Since the tax authorities’ action against Gongmeng in July and Xu Zhiyong’s detention in early August, Li Xiongbing had applied to the local tax bureau to establish a process for paying the fines on behalf of Gongmeng. Several days later, the application was turned down on the ground that Xu had not signed papers to officially appoint Li as a legal representative. In the end, Li sent more than 700,000 yuan by money orders through the post office to the State Administration of Taxation and the local tax bureau between August 11 and August 17.

Article 201 of China’s Criminal Law, revised on February 28, 2009, stipulates that if a tax offender pays in full the taxes owed and has received administrative punishment, then no criminal action shall be brought against the tax offender.

Since Xu Zhiyong was first detained on July 29, only one of his two lawyers, Zhou Ze (周泽), was allowed to meet with him. The meeting took place on August 14. According to press reports on August 18, Xu’s official arrest notice has been issued. However, the specific contents of the arrest notice are still unknown.    

In response to the news of Xu Zhiyong’s formal arrest, members of Beijing’s legal community said that Gongmeng was annihilated by the combined forces of the highest authorities in Beijing, including state and local tax authorities (which fined Gongmeng for tax violations), the Beijing Municipal Bureau of Civil Affairs (which shut down Gongmeng’s Law Research Center), the Haidian District People’s Congress (which approved Xu’s initial detention), the public security apparatus (which detained Xu), the procuratorate (which approved Xu’s formal arrest), and the Haidian District Industry and Commerce Bureau (which officially shutdown Gongmeng itself).

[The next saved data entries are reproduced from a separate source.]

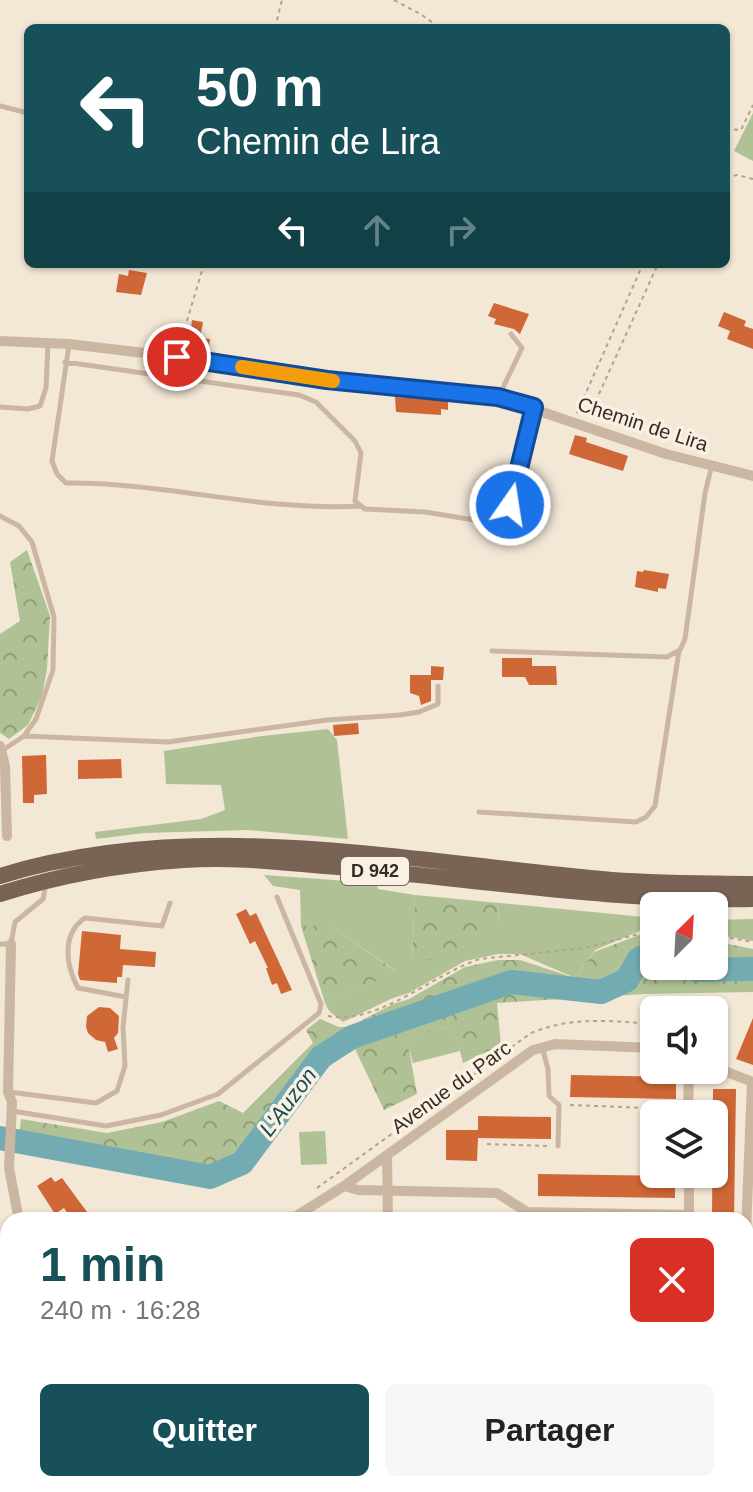 <!DOCTYPE html>
<html lang="fr">
<head>
<meta charset="utf-8">
<style>
  :root { --surface:#fff; --page:#f6f6f6; --text:#222; --muted:#767676; --accent:#175059 }
  body { margin:0; font-family:Arial,sans-serif; background:var(--page); color:var(--text); height:100vh; display:flex; flex-direction:column; font-size:30px; white-space:nowrap }
  * { box-sizing:border-box; margin:0 }
  p { font-size:26px; color:var(--muted) }
  .icon { flex:none; width:44px; height:44px; fill:none; stroke:currentColor; stroke-width:2; stroke-linecap:round; stroke-linejoin:round }
  .map { position:relative; flex:1; overflow:hidden }
  .drawer { position:absolute; left:0px; top:1212px; width:754px; height:280px; display:flex; flex-direction:column; background:var(--surface); border-radius:24px 24px 0 0; box-shadow:0 2px 6px #0004 }
  .drawer>* { flex:none }
  .hud { position:absolute; left:24px; top:24px; width:706px; height:244px; border-radius:12px; box-shadow:0 2px 6px #0004; background:#175059; color:#fff; overflow:hidden }
  .needle { width:52px; rotate:24deg }
  .fabs { position:absolute; left:640px; top:892px; display:grid; gap:16px }
  .fabs a { display:grid; place-items:center; width:88px; height:88px; border-radius:12px; background:var(--surface); box-shadow:0 2px 6px #0004; font-size:40px }
  .pin { position:absolute; display:grid; place-items:center; width:68px; height:68px; color:#fff; margin:-34px; border:4px solid #fff; border-radius:50%; box-shadow:0 2px 8px #0007 }
  .me { position:absolute; width:88px; margin:-44px; rotate:13deg; stroke-linejoin:round; filter:drop-shadow(0 0 6px #0008) }
  .turn { display:flex; align-items:center; gap:28px; height:168px; padding:0 40px; font-size:36px }
  .turn .icon { width:104px; height:104px; stroke-width:2.5 }
  .turn b { display:block; font-size:56px; line-height:68px }
  .lanes { display:flex; align-items:center; height:76px; padding:0 40px; background:#0003; justify-content:center; gap:40px; direction:ltr }
  .lanes .off { opacity:.35 }
  .round { display:grid; place-items:center; flex:none; width:84px; height:84px; border-radius:12px; background:var(--page) }
  .headline { display:flex; align-items:center; justify-content:space-between; height:136px; padding:0 40px }
  h1 { font-size:48px; font-weight:600; line-height:60px; color:var(--accent) }
  .action { display:flex; gap:16px; margin-top:auto; padding:16px 40px }
  .action a { flex:1; height:92px; border-radius:12px; background:var(--accent); color:#fff; font-size:32px; font-weight:600; line-height:92px; text-align:center }
  .action a+a { background:var(--page); color:var(--text) }
  .map>svg:first-child { display:block }
  .green { fill:#b0c295 }
  .forest { fill:url(#forest-crowns) }
  .lines { fill:none; stroke-linecap:round; stroke-linejoin:round }
  .river { stroke:#73abb2; stroke-width:24 }
  .building { fill:#cf6737 }
  .path { stroke:#b7a18c; stroke-width:2; stroke-dasharray:4 4; stroke-linecap:butt }
  .service { stroke:#cbb7a1; stroke-width:5 }
  .minor { stroke:#cbb7a1; stroke-width:10 }
  .primary { stroke:#786354; stroke-width:16 }
  .route-casing { stroke:#114b97; stroke-width:20 }
  .route { stroke:#1a73e8; stroke-width:14 }
  .slow { stroke:#f59e0b; stroke-width:14 }
  .labels { text-anchor:middle; dominant-baseline:central; stroke-width:7; stroke-linejoin:round; paint-order:stroke }
  .shield { fill:#faf1e2; stroke:#70665e; stroke-width:2 }
  .shield-label { font-size:18px; font-weight:bold; fill:#352b25 }
  .street-label { font-size:20px; fill:#352b25; stroke:#faf1e2 }
  .water-label { font-size:22px; font-style:italic; fill:#175059; stroke:#faf1e2 }
</style>
</head>
<body>
<div class="map">
<svg width="753" height="1492" viewBox="0 0 753 1492">
  <defs>
    <pattern id="forest-crowns" width="20" height="18" patternUnits="userSpaceOnUse" patternTransform="scale(2)"><rect width="20" height="18" fill="#b0c295"/><path d="M2 6a3 3 0 1 1 6 0M12 15a3 3 0 1 1 6 0" fill="none" stroke="#909e79"/></pattern>
  </defs>
  <rect width="100%" height="100%" fill="#f3e7d6"/>
  <!-- green -->
  <path class="green" d="M753 113V161L734 151Z
    M328 729 337 740 348 839 249 830 144 833 96 839 95 832 201 819 225 810 221 785 166 784 164 751 262 736Z
    M264 875 376 883 378 889 415 895 412 960 498 925 499 903 654 918V944L642 930 595 950 575 978 520 954H498L465 961 409 993 393 998 343 1022 329 1011 325 1003 396 971 331 926H301L300 890 273 886Z
    M753 919V941L714 934V920Z
    M453 1025 460 1051 413 1063 406 1038Z
    M325 1131 327 1164 301 1165 299 1132Z"/>
  <!-- forest -->
  <path class="forest" d="M27 550 50 616 47 669 42 696 28 725 9 739 0 733V634L20 621 10 562Z
    M415 895 499 903 498 925 460 957 412 961Z
    M301 926H331L397 972 325 1003Z
    M642 934 654 952V966H714V941L753 949V992L645 994 497 1003 501 1045 463 1063 453 1025 407 1038 417 1094 384 1110 356 1051 352 1034 320 1053 238 1159 210 1173 19 1138 21 1119 107 1133 162 1122 219 1101 243 1113 313 1043 306 1030 320 1019 339 1027H349L393 1004 409 999 465 967 498 960H520L575 978 594 952Z"/>
  <g class="lines">
    <!-- river -->
    <path class="river" d="M690 966 696 970 753 969
      M0 1138 210 1177 242 1163 321 1057 352 1037 511 982 601 992 627 980 639 959 654 953"/>
  </g>
  <!-- building -->
  <path class="building" d="M129 270 147 273 141 295 116 292 119 274 128 276Z
    M494 303 529 314 520 334 514 329 494 324 496 319 488 316Z
    M724 312 746 321 744 326 753 329V349L727 339 730 331 718 326Z
    M192 320 203 322 200 338 210 339 208 354 188 351Z
    M395 397 448 400V410L441 409V415L396 412Z
    M575 435 587 438 586 442 628 456 623 471 569 454Z
    M644 570 669 574 666 589 658 588V592L635 587 637 571 643 572Z
    M502 658H532V666H556L557 685H529L525 677H502Z
    M431 666 444 667 443 680H431V701L421 705 419 696 410 693V675H431Z
    M358 723 359 734 334 736 333 725Z
    M46 755 47 794 34 795V803H23L22 756Z
    M121 759 122 778 78 779V760Z
    M246 909 250 916 256 913 292 990 281 994 277 983 272 985 266 968H268L255 941 250 944 236 914Z
    M82 931 121 935 120 949 156 952 155 967 123 965 122 977H117V983L80 980 78 974Z
    M99 1007 110 1008 119 1016 118 1033 114 1038 118 1049 108 1052 105 1042 96 1040 88 1033 86 1027 87 1016Z
    M753 1018V1065L736 1059Z
    M571 1075 676 1077V1099L570 1097Z
    M713 1089H736L734 1220H712Z
    M478 1116 551 1117V1139L478 1138 477 1161 446 1160V1130H478Z
    M538 1174 675 1176V1198L538 1196Z
    M51 1177 55 1182 62 1178 93 1220H67L71 1218 64 1208 55 1214 37 1186Z"/>
  <g class="lines">
    <!-- path -->
    <path class="path" d="M394 0 422 15 440 28
      M275 28 282 0
      M726 129 741 130 753 105
      M726 178 737 175 753 179
      M180 344 204 264
      M577 413 643 264
      M589 416 658 264
      M714 935 753 942
      M328 1016C377 1026 435 973 480 959L585 948 654 930
      M570 1105 675 1109
      M487 1144 549 1146
      M317 1188 531 1033C569 1018 599 1020 640 1023L645 1037"/>
    <!-- service -->
    <path class="service" d="M0 106 28 113
      M69 345 52 461 57 474 66 483C165 482 262 512 361 506
      M65 362 299 395 316 402 355 441 361 453 355 501 365 509 425 512 493 523 504 517 510 505 533 408
      M499 396 522 348 511 334
      M0 407 28 409 40 406 46 388 48 344
      M0 516 19 526 32 542 54 617 53 670 36 719 24 736 3 750
      M492 651 667 657 680 650 685 639 705 493 712 465
      M24 736 168 742 327 720 400 715 419 712 438 704V686
      M479 812 636 822 646 817 655 806 679 651
      M0 944H11L15 922 43 899 46 884
      M126 997 78 988C66 966 61 934 85 918L162 926 170 903
      M542 1047 548 1069 549 1096 559 1105 558 1146
      M9 1092 96 1103 117 1091 125 1066 123 1027 128 980
      M12 1111 106 1126 161 1115 218 1094 319 1013 321 1004 277 897
      M0 1262 8 1259
      M69 1484V1485"/>
    <!-- minor -->
    <path class="minor" d="M0 341 69 344 177 357 327 380 498 397 666 454 753 476
      M0 746 5 766 7 836
      M11 944 8 1092 12 1102 9 1168 19 1220
      M714 1067 753 1082
      M688 1114 689 1070
      M387 1155 388 1220
      M689 1174V1220
      M344 1186 358 1190 497 1193 527 1212 689 1215
      M290 1220 344 1186 533 1050 555 1044 654 1048
      M746 1232 752 1082
      M746 1410 748 1394 753 1388
      M202 1484 203 1492
      M363 1484 375 1492
      M558 1484 576 1492
      M743 1492 744 1484"/>
    <!-- primary -->
    <path class="primary" d="M0 876C195 816 403 861 602 879 652 884 703 883 753 884
      M0 894C60 875 122 864 184 860 238 856 294 864 348 868 482 880 618 902 753 899"/>
  </g>
  <g class="lines">
    <defs>
      <path id="route" d="M177 357 327 380 498 397 534 407 510 505"/>
    </defs>
    <!-- route casing -->
    <use href="#route" class="route-casing"/>
    <!-- route -->
    <use href="#route" class="route"/>
    <!-- slow -->
    <path class="slow" d="M242 367 333 381"/>
  </g>
  <g class="labels">
    <!-- shield labels -->
    <rect class="shield" x="341" y="857" width="68" height="28" rx="6"/>
    <g class="shield-label">
      <text x="375" y="871">D 942</text>
    </g>
    <!-- street labels -->
    <g class="street-label">
      <text transform="translate(643 424) rotate(18)">Chemin de Lira</text>
      <text transform="translate(451 1087) rotate(-36)">Avenue du Parc</text>
    </g>
    <!-- water labels -->
    <g class="water-label">
      <text transform="translate(288 1102) rotate(-53)">L'Auzon</text>
    </g>
  </g>
</svg>
<div class="fabs">
<a><svg class="needle" viewBox="-14 -14 28 28"><path d="M0-13l5 13h-10z" fill="#e53935"/><path d="M0 13l5-13h-10z" fill="#767676"/></svg></a>
<a><svg class="icon" aria-label="sound" viewBox="0 0 24 24"><path d="M4 9h4l5-4v14l-5-4H4zM17 9q2 3 0 6"/></svg></a>
<a><svg class="icon" aria-label="layers" viewBox="0 0 24 24"><path d="M12 4l9 5-9 5-9-5zM3 14l9 5 9-5"/></svg></a>
</div>
<div class="pin" style="left:177px;top:357px;background:#d93025"><svg class="icon" aria-label="arrive" viewBox="0 0 24 24"><path d="M6 21V4h12l-3 4 3 4H6"/></svg></div>
<svg class="me" style="left:510px;top:505px" viewBox="-20 -20 40 40"><circle r="17" fill="#1a73e8" stroke="#fff" stroke-width="3"/><path d="M0-11L8 9 0 5-8 9z" fill="#fff"/></svg>
<div class="hud">
<div class="turn"><svg class="icon" aria-label="left" viewBox="0 0 24 24"><path d="M17 20v-9H6M10 6l-5 5 5 5"/></svg><div><b>50 m</b>Chemin de Lira</div></div>
<div class="lanes"><svg class="icon" aria-label="left" viewBox="0 0 24 24"><path d="M17 20v-9H6M10 6l-5 5 5 5"/></svg><svg class="icon off" aria-label="ahead" viewBox="0 0 24 24"><path d="M12 20V5M6 11l6-6 6 6"/></svg><svg class="icon off" aria-label="right" viewBox="0 0 24 24"><path d="M7 20v-9h11M14 6l5 5-5 5"/></svg></div>
</div>
<section class="drawer">
<div class="headline"><div><h1>1 min</h1><p>240 m · 16:28</p></div><a class="round" style="background:#d93025;color:#fff"><svg class="icon" aria-label="close" viewBox="0 0 24 24"><path d="M6 6l12 12M18 6L6 18"/></svg></a></div>
<div class="action"><a>Quitter</a><a>Partager</a></div>
</section>
</div>
</body>
</html>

Gongmeng affiliates said that despite the shutdown, Gongmeng’s ideals – “rule of law, reason, construction, and non-violence” – have reached many people in China and that Gongmeng’s work will continue.

“The legal prosecution of Xu Zhiyong and the shutdown of Gongmeng are not isolated incidents,” said Sharon Hom, executive director of Human Rights in China. “Rather, these official actions reflect a policy of suppression of independent civil society organizations. The misuse of law and legal process to intimidate and control these organizations present a grave challenge to China’s legal reform and the growth of its civil society.”

Human Rights in China urges that the international community closely monitor the increasingly difficult situation for China’s rights defenders and speak out against these attacks on independent civil society organizations like Gongmeng.